[mlir][affine] add remove-single-iteration-loop pass. #129270

linuxlonelyeagle · 2025-02-28T17:02:09Z

Add remove-single-iteration-loop pass to affine dialect. It migrated upstream from iree. The PR also improves the logic in it, and it is now able to handle more generalized situations. And added relevant tests.

llvmbot · 2025-02-28T17:02:46Z

@llvm/pr-subscribers-mlir-affine

@llvm/pr-subscribers-mlir

Author: lonely eagle (linuxlonelyeagle)

Changes

Add remove-single-iteration-loop pass to affine dialect.It migrated upstream from ireeThe PR also improves the logic in it, and it is now able to handle more generalized situations.And added relevant tests.

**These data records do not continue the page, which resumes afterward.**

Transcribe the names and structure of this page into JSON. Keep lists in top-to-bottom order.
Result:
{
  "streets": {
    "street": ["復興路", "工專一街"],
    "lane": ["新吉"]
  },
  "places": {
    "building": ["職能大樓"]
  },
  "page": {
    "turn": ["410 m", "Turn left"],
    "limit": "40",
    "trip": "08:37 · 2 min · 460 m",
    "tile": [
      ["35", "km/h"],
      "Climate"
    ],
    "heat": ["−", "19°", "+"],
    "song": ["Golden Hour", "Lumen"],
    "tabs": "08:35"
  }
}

Full diff: https://github.com/llvm/llvm-project/pull/129270.diff

6 Files Affected:

(modified) mlir/include/mlir/Dialect/Affine/Passes.h (+5)
(modified) mlir/include/mlir/Dialect/Affine/Passes.td (+5)
(modified) mlir/include/mlir/Dialect/Affine/Transforms/Transforms.h (+4)
(modified) mlir/lib/Dialect/Affine/Transforms/CMakeLists.txt (+1)
(added) mlir/lib/Dialect/Affine/Transforms/RemoveSingleIterationLoop.cpp (+136)
(added) mlir/test/Dialect/Affine/remove-single-iteration-loop.mlir (+48)

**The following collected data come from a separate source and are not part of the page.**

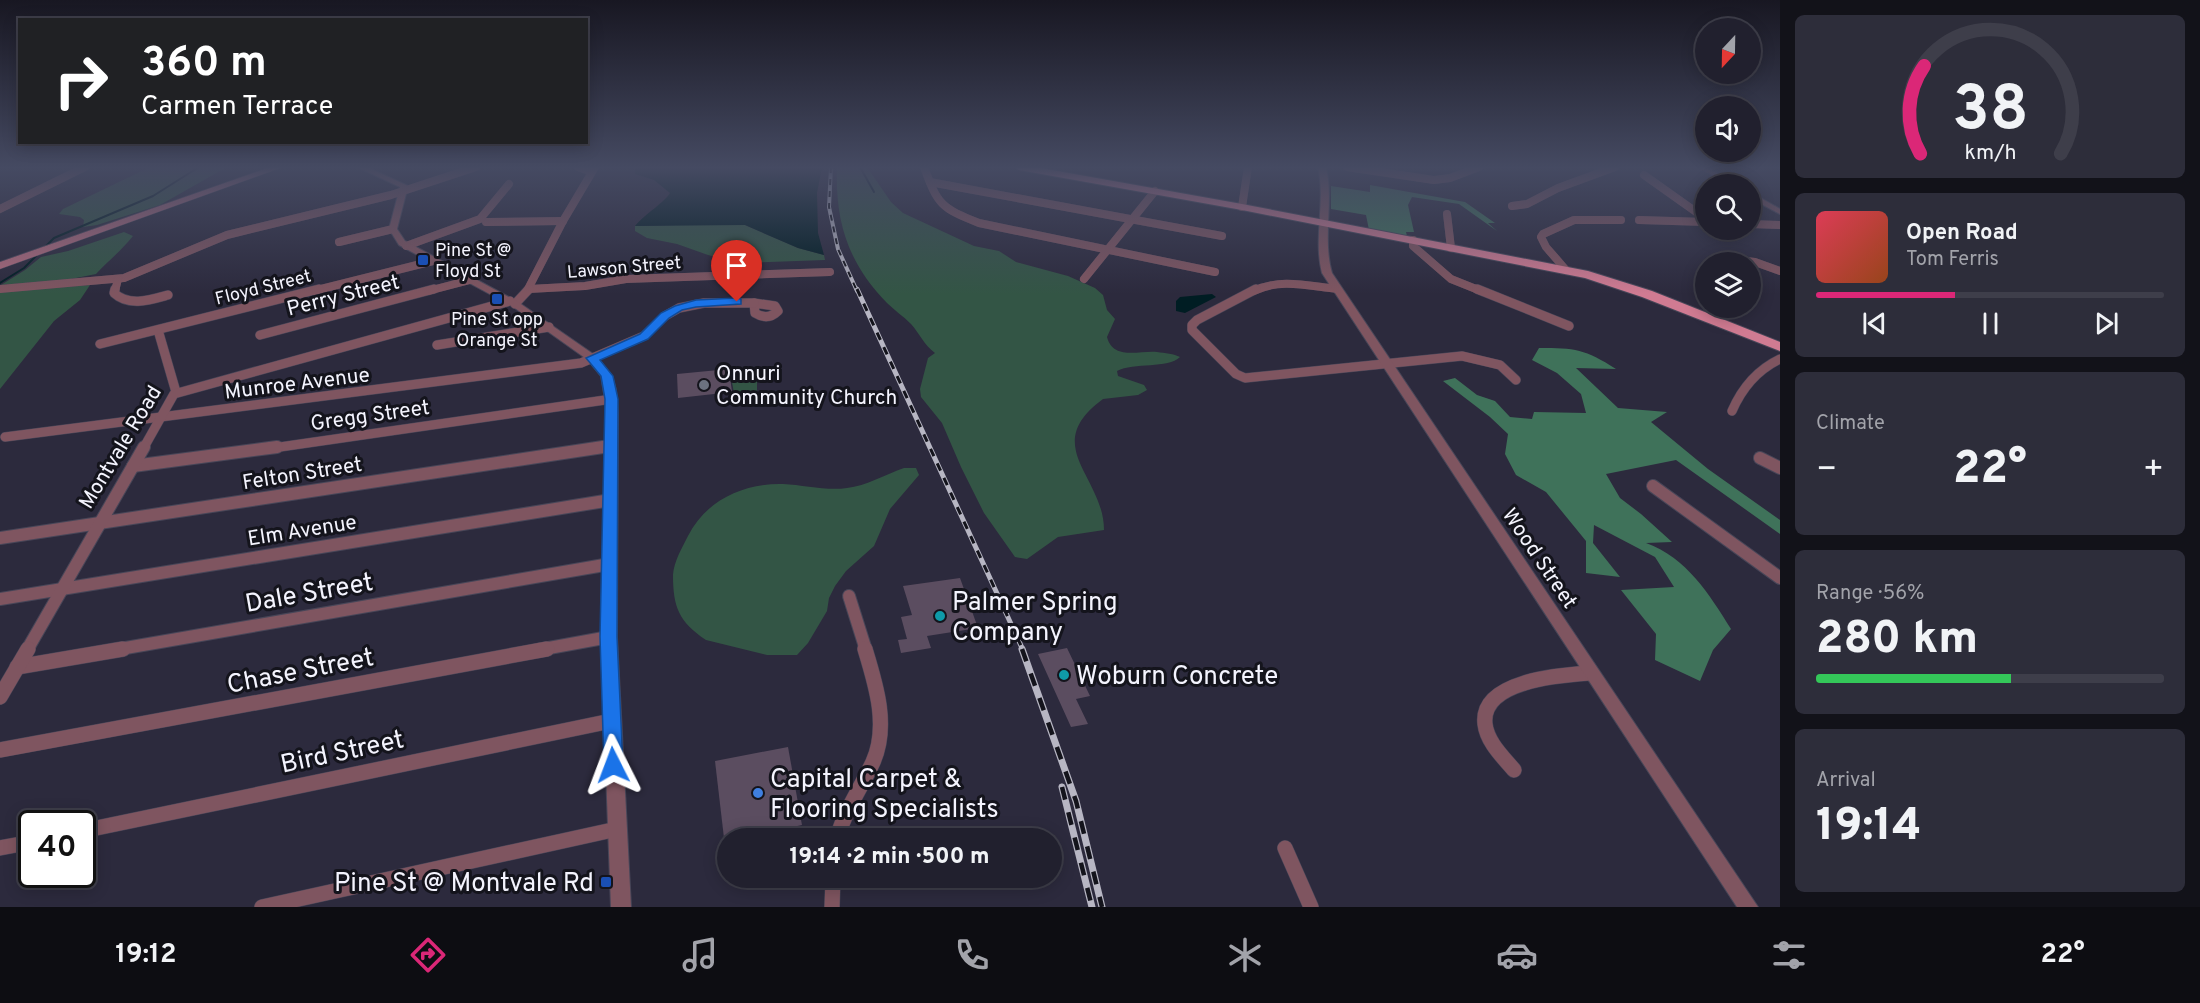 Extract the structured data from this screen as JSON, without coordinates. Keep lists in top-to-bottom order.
{
  "streets": {
    "street": [
      "Lawson Street",
      "Floyd Street",
      "Perry Street",
      "Munroe Avenue",
      "Gregg Street",
      "Montvale Road",
      "Felton Street",
      "Elm Avenue",
      "Wood Street",
      "Dale Street",
      "Chase Street",
      "Bird Street"
    ]
  },
  "crossings": [
    ["Munroe Avenue", "Montvale Road"],
    ["Gregg Street", "Montvale Road"],
    ["Montvale Road", "Felton Street"],
    ["Montvale Road", "Elm Avenue"],
    ["Montvale Road", "Dale Street"]
  ],
  "places": {
    "transit": ["Pine St @ Floyd St", "Pine St opp Orange St", "Pine St @ Montvale Rd"],
    "other": [
      "Onnuri Community Church",
      "Palmer Spring Company",
      "Woburn Concrete",
      "Capital Carpet & Flooring Specialists"
    ]
  },
  "north": "bottom",
  "page": {
    "turn": ["360 m", "Carmen Terrace"],
    "song": ["Open Road", "Tom Ferris"],
    "tile": [
      "Climate",
      ["Range · 56%", "280 km"],
      ["Arrival", "19:14"]
    ],
    "heat": ["−", "22°", "+"],
    "limit": "40",
    "trip": "19:14 · 2 min · 500 m",
    "tabs": ["19:12", "22°"],
    "gauge": ["38", "km/h"]
  }
}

diff --git a/mlir/include/mlir/Dialect/Affine/Passes.h b/mlir/include/mlir/Dialect/Affine/Passes.h
index 96bd3c6a9a7bc..a592114db4325 100644
--- a/mlir/include/mlir/Dialect/Affine/Passes.h
+++ b/mlir/include/mlir/Dialect/Affine/Passes.h
@@ -117,6 +117,11 @@ std::unique_ptr<Pass> createAffineExpandIndexOpsPass();
 /// operations.
 std::unique_ptr<Pass> createAffineExpandIndexOpsAsAffinePass();
 
+/// Creates a pass in order to remove invalid loops or to move the IR out of the
+/// loop when the loop is only iterated once.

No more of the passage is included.